In June 2012, having now also passed his advanced motorcycle test, Mike joined Northwest Blood Bikes. The organisation had only been in existence for one month at the time and it was hard work in those early days often being called out at all hours of the night. Mike recalls his worst experience when he had just collected the liveried bike equipped with ‘blues and twos’ on a Saturday morning. He got the call to collect some medical notes and medication from Lancaster and take then to Barrow. As it was an emergency, he was cleared for use of the blues and twos, so he dashed to Lancaster and did an emergency run to Barrow, only to be told the patient had refused to go to Barrow which then meant an emergency run to Kendal. The heightened level of concentration and adrenalin left him completely exhausted on arrival at Kendal. Northwest Blood Bikes received the Queens Award for Voluntary Service in 2016 and Mike retired from the group in 2019. He continues his life-long love of motorbikes though, having recently toured the Outer Hebrides.

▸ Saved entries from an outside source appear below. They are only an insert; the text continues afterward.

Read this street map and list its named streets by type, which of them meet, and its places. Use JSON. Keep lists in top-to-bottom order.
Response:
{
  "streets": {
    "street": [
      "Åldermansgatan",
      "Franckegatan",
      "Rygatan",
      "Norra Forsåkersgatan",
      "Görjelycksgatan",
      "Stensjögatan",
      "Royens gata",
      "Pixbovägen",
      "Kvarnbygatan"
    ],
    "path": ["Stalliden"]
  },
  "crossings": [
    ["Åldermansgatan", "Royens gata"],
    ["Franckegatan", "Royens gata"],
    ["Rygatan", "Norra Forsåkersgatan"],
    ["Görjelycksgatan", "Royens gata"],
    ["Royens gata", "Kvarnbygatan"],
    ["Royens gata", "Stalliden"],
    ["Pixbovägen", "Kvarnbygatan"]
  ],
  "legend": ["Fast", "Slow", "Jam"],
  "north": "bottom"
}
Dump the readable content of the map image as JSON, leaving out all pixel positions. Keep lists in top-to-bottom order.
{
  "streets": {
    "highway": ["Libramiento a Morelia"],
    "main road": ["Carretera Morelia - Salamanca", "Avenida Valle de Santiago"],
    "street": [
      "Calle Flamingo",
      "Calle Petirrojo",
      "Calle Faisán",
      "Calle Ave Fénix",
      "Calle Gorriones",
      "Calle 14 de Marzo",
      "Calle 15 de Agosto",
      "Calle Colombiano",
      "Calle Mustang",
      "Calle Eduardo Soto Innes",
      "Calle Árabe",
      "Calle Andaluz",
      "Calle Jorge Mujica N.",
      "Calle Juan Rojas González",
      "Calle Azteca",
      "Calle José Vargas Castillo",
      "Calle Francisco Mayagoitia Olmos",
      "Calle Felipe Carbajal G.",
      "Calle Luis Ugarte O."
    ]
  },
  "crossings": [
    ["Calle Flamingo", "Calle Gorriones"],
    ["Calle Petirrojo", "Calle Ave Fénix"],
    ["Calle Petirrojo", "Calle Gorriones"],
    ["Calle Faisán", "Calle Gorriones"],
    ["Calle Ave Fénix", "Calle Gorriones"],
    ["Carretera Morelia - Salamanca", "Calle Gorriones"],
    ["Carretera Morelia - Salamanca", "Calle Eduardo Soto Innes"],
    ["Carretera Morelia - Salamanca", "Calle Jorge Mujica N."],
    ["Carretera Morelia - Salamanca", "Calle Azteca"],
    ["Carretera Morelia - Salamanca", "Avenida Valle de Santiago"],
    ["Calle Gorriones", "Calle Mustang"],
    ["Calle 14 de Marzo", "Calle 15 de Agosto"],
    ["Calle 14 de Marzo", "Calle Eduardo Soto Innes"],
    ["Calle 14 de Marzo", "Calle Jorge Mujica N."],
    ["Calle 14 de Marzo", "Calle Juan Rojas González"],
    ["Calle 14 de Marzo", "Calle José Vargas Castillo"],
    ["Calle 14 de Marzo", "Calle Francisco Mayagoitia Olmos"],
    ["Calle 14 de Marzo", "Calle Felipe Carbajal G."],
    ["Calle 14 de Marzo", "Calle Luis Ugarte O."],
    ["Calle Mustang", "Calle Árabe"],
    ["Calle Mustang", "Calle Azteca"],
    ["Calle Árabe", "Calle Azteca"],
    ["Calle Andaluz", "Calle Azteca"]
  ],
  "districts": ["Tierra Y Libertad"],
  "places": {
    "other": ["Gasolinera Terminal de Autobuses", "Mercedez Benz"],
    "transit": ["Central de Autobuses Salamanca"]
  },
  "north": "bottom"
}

Mike worked his way through the offices at Warton Lodge and while junior warden he left Warton Lodge in 2014 and joined Poulton le Sands Lodge No 1051, quickly rising through the ranks to take the chair of King Solomon in 2017, which was the lodge’s tercentenary year. He is now assistant director of ceremonies at Poulton le Sands Lodge and sits on the Board of Directors for Morecambe Masonic Hall. Mike was exalted into Flowerden Chapter No 7576 in the Province of Cumberland & Westmorland in 2019, but feeling he was being pushed too hard he resigned and is now unattached in Royal Arch.
In November 2021, Mike was persuaded to re-join Warton Lodge after a few casual chats with Dr Keith Lowson where he was invested as junior deacon on the night he re-joined. Mike only really intended to fill in the gaps and had no real intention of working his way to the office of WM. He is incredibly humbled to be the WM of his mother lodge. Last year he took on the role as Secretary of Carnforth Masonic Hall. Mike is very thankful to Jim Stewart for introducing him to Freemasonry. He always wanted a brother and regards Jim as such and Jim’s father, the late Jim Stewart as a second father figure. “Thank you, Jim.”